In [2]:
from tensorflow.keras import layers, models
import numpy as np
import random

In [3]:
print(random.uniform(1,6))

2.7129553183846196


# Dice Blackjack class (continuous)

In [4]:
class DiceBlackjack:
    DICE = 6
    THRESHOLD = 11
    HIT = 1
    STAY = 0
    LOST = -1


    def __init__(self):
        self.sum = 0
        self.status = self.HIT


    def roll_dice(self):
        return random.uniform(1, 6) # was randint in the previous version


    def make(self, move: int):
        if move == self.STAY:
            #print("Stay")
            self.status = self.STAY
            return

        else:
            #print("Hit")
            self.sum += self.roll_dice()
            if self.sum > self.THRESHOLD:
                self.sum = 0
                self.status = self.LOST
            elif self.sum == self.THRESHOLD:
                self.status = self.STAY
        return


    def clone(self):
        c = DiceBlackjack()
        c.sum = self.sum
        c.status = self.status

    def is_game_ended(self):
        if self.status == self.HIT:
            return False
        return True


# CNN model creation
### 1 input 1 output

In [5]:
def create_q_model():
    model = models.Sequential([
        layers.Input(shape=(1,)),
        layers.Dense(32, activation='relu'),
        layers.Dense(32, activation='relu'),
        layers.Dense(1, activation='linear')
    ])
    model.compile(optimizer='adam', loss='mse')
    return model

# Model training
### notice: normalization sum/11, training takes 20minutes

In [6]:
NUM_EPISODES = 5000
EPSILON = 0.1

model = create_q_model()

print("Training started...")

for episode in range(NUM_EPISODES):
    game = DiceBlackjack()
    hit_states = [] #  HIT

    while not game.is_game_ended():
        if random.random() < EPSILON:
            action = random.choice([game.HIT, game.STAY])
        else:
            state_input = np.array([[game.sum / 11]])
            q_hit_value = model.predict(state_input, verbose=0)[0][0]
            if q_hit_value > game.sum:
                action = game.HIT
            else: action = game.STAY

        if action == game.HIT:
            hit_states.append(game.sum)

        game.make(action)

    final_reward = game.sum

    if len(hit_states) > 0:
        X = np.array(hit_states) / 11.0
        y = np.array([final_reward] * len(hit_states))
        model.train_on_batch(X, y)  # can use model.fit BUT train_on_batch is faster for updating one specific game

    if (episode + 1) % 500 == 0:
        print(f"Episode {episode + 1}/{NUM_EPISODES} completed.")

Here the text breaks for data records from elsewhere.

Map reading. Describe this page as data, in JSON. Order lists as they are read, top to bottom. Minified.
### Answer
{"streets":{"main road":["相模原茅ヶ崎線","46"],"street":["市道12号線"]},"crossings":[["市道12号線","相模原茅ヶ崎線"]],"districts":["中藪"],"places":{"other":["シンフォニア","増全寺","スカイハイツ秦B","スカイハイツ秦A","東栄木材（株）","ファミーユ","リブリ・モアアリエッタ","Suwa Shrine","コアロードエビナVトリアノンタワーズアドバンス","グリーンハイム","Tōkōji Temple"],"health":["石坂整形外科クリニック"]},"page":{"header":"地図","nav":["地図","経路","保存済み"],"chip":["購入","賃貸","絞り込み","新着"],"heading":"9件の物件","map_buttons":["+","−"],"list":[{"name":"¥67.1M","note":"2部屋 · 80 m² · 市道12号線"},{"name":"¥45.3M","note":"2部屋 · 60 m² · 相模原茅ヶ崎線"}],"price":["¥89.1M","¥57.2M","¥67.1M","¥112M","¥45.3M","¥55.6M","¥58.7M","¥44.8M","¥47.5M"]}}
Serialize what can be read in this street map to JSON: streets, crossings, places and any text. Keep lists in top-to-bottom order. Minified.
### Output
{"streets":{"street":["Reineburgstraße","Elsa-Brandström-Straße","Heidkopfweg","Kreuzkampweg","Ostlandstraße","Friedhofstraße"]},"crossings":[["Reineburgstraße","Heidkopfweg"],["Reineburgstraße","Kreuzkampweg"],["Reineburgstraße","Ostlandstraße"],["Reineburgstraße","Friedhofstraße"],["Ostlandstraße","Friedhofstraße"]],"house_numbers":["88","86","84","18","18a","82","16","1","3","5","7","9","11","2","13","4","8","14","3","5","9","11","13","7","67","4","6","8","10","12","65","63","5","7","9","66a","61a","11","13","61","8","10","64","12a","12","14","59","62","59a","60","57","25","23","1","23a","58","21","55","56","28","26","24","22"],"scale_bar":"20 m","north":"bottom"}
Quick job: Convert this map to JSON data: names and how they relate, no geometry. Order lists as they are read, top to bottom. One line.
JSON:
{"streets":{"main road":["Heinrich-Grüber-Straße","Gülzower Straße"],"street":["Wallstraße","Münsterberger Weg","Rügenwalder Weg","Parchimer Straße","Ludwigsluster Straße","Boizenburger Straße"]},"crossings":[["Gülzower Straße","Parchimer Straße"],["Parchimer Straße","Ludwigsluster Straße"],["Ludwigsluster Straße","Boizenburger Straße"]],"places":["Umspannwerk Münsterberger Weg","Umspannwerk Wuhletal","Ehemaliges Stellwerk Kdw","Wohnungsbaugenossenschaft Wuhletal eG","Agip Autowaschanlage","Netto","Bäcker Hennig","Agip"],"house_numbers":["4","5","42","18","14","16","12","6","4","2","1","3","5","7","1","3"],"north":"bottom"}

print("Training finished!")

Training started...
Episode 500/5000 completed.
Episode 1000/5000 completed.
Episode 1500/5000 completed.
Episode 2000/5000 completed.
Episode 2500/5000 completed.
Episode 3000/5000 completed.
Episode 3500/5000 completed.
Episode 4000/5000 completed.
Episode 4500/5000 completed.
Episode 5000/5000 completed.
Training finished!


# Evaluation


In [15]:
EVAL_EPISODES = 100
total_rewards = 0

print("\nStarting Evaluation (", EVAL_EPISODES," episodes)...")

for i in range(EVAL_EPISODES):
    game = DiceBlackjack()

    while not game.is_game_ended():
        state_input = np.array([[game.sum / 11.0]])
        q_hit_value = model(state_input, training=False).numpy()[0][0]
        if q_hit_value > game.sum:
            action = game.HIT
        else:
            action = game.STAY
        game.make(action)

    total_rewards += game.sum

avg_reward = total_rewards / EVAL_EPISODES
print(f"Average Reward over {EVAL_EPISODES} episodes: {avg_reward}")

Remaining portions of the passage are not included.